Traceback (most recent call last):
  File "/Users/gauravkuppa/anaconda3/envs/atl_venv/lib/python3.6/runpy.py", line 193, in _run_module_as_main
    "__main__", mod_spec)
  File "/Users/gauravkuppa/anaconda3/envs/atl_venv/lib/python3.6/runpy.py", line 85, in _run_code
    exec(code, run_globals)
  File "/Users/gauravkuppa/LitReview_MAS/active-target-localization/target_localization/train.py", line 145, in <module>
    main(get_args())
  File "/Users/gauravkuppa/LitReview_MAS/active-target-localization/target_localization/train.py", line 78, in main
    next_state, reward, done, reward_info = env.step(action)
  File "/Users/gauravkuppa/LitReview_MAS/active-target-localization/target_localization/envs/tracking_waypoints_env.py", line 112, in step
    reward, done = self.compute_reward()
  File "/Users/gauravkuppa/LitReview_MAS/active-target-localization/target_localization/envs/tracking_waypoints_env.py", line 179, in compute_reward
    reward = self.info_acc.fisher_determinant(self.sensor_pos)
  File "/Users/gauravkuppa/LitReview_MAS/active-target-localization/target_localization/util/info_accumulator.py", line 24, in fisher_determinant
    fisher_contrib = torch.sin(self.angles - angles)**2 / (self.distances**2 * dists**2)
RuntimeError: The size of tensor a (3) must match the size of tensor b (2) at non-singleton dimension 1

How can I use FIM reward to train a tracking policy?
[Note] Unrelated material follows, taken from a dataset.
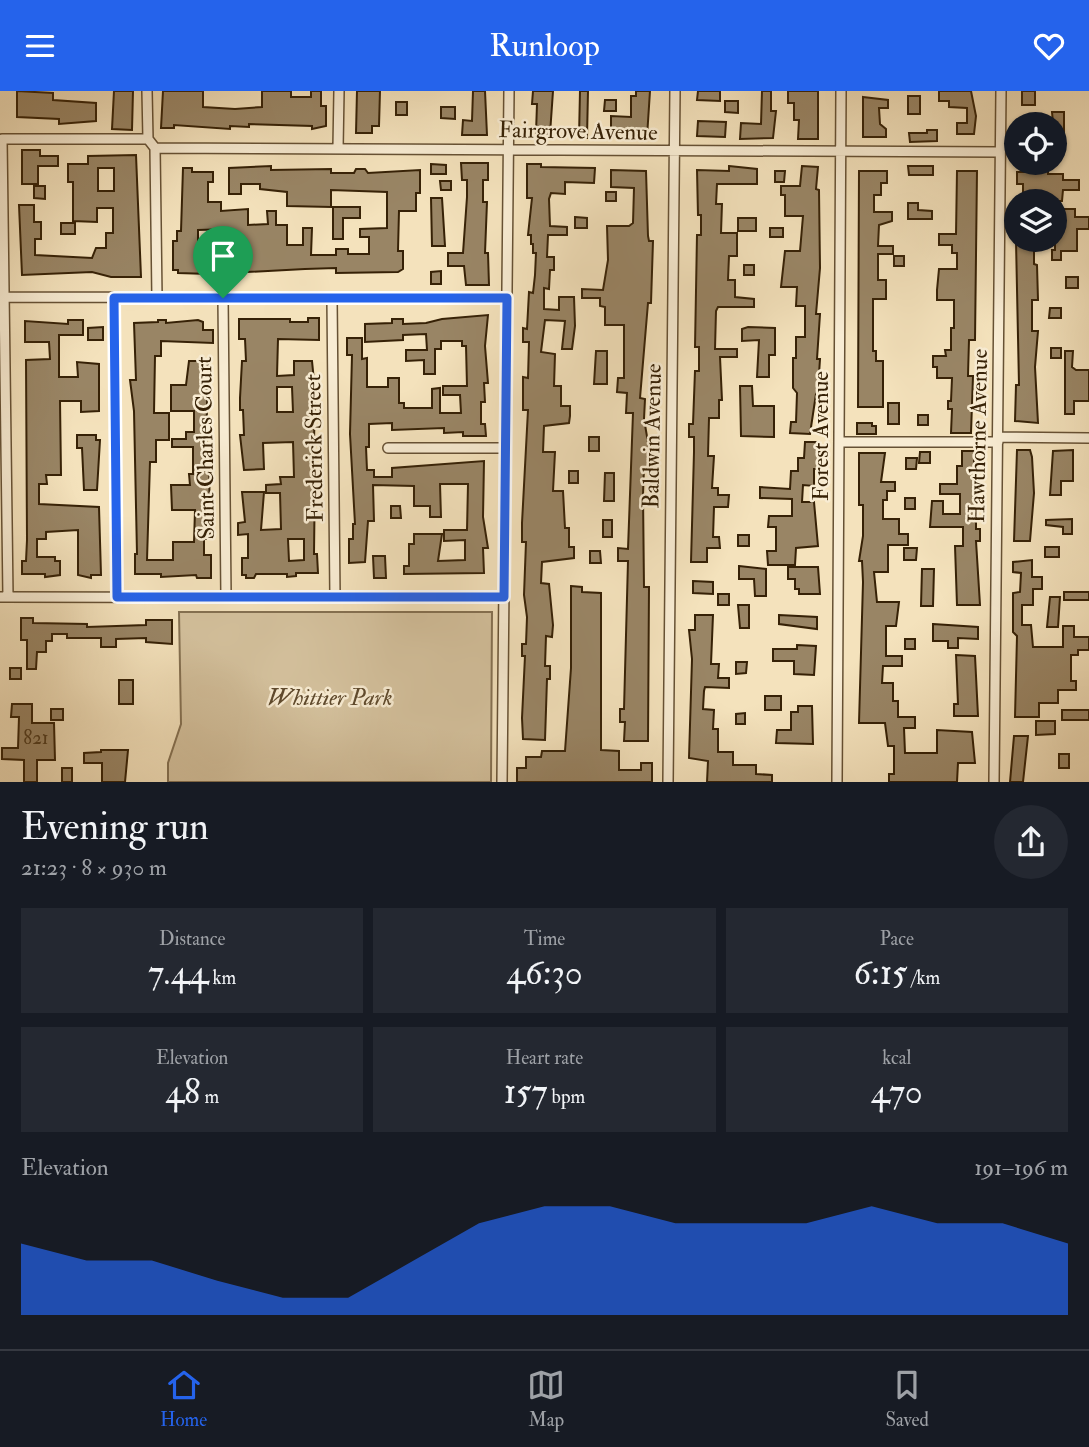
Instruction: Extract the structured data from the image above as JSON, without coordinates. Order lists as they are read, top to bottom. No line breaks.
{"streets":{"street":["Fairgrove Avenue","Baldwin Avenue","Forest Avenue","Hawthorne Avenue","Saint Charles Court","Frederick Street"]},"crossings":[["Fairgrove Avenue","Baldwin Avenue"],["Fairgrove Avenue","Forest Avenue"],["Fairgrove Avenue","Hawthorne Avenue"]],"parks":["Whittier Park"],"house_numbers":["821"],"page":{"header":"Runloop","heading":["Evening run","21:23 · 8 × 930 m"],"stats":[["Distance","7.44 km"],["Time","46:30"],["Pace","6:15 /km"],["Elevation","48 m"],["Heart rate","157 bpm"],["kcal","470"]],"chart":["Elevation","191–196 m"],"tabs":["Home","Map","Saved"]}}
ksengin commented 2 years ago

Hi Gaurav, Thank you for bringing this to my attention! Please note that the FIM determinant as the reward function was an experimental work, and I haven't tested it fully. You can use it either by assigning self.info_acc = None in L132 of envs/tracking_waypoints_env.py, or you can pull the latest version and use the following command: python -m target_localization.train --sess test_session --num_targets 2 --reward_type fim --no_augmented_state.

I will update the codebase later to handle the errors when using the FIM determinant rewards with the information accumulator.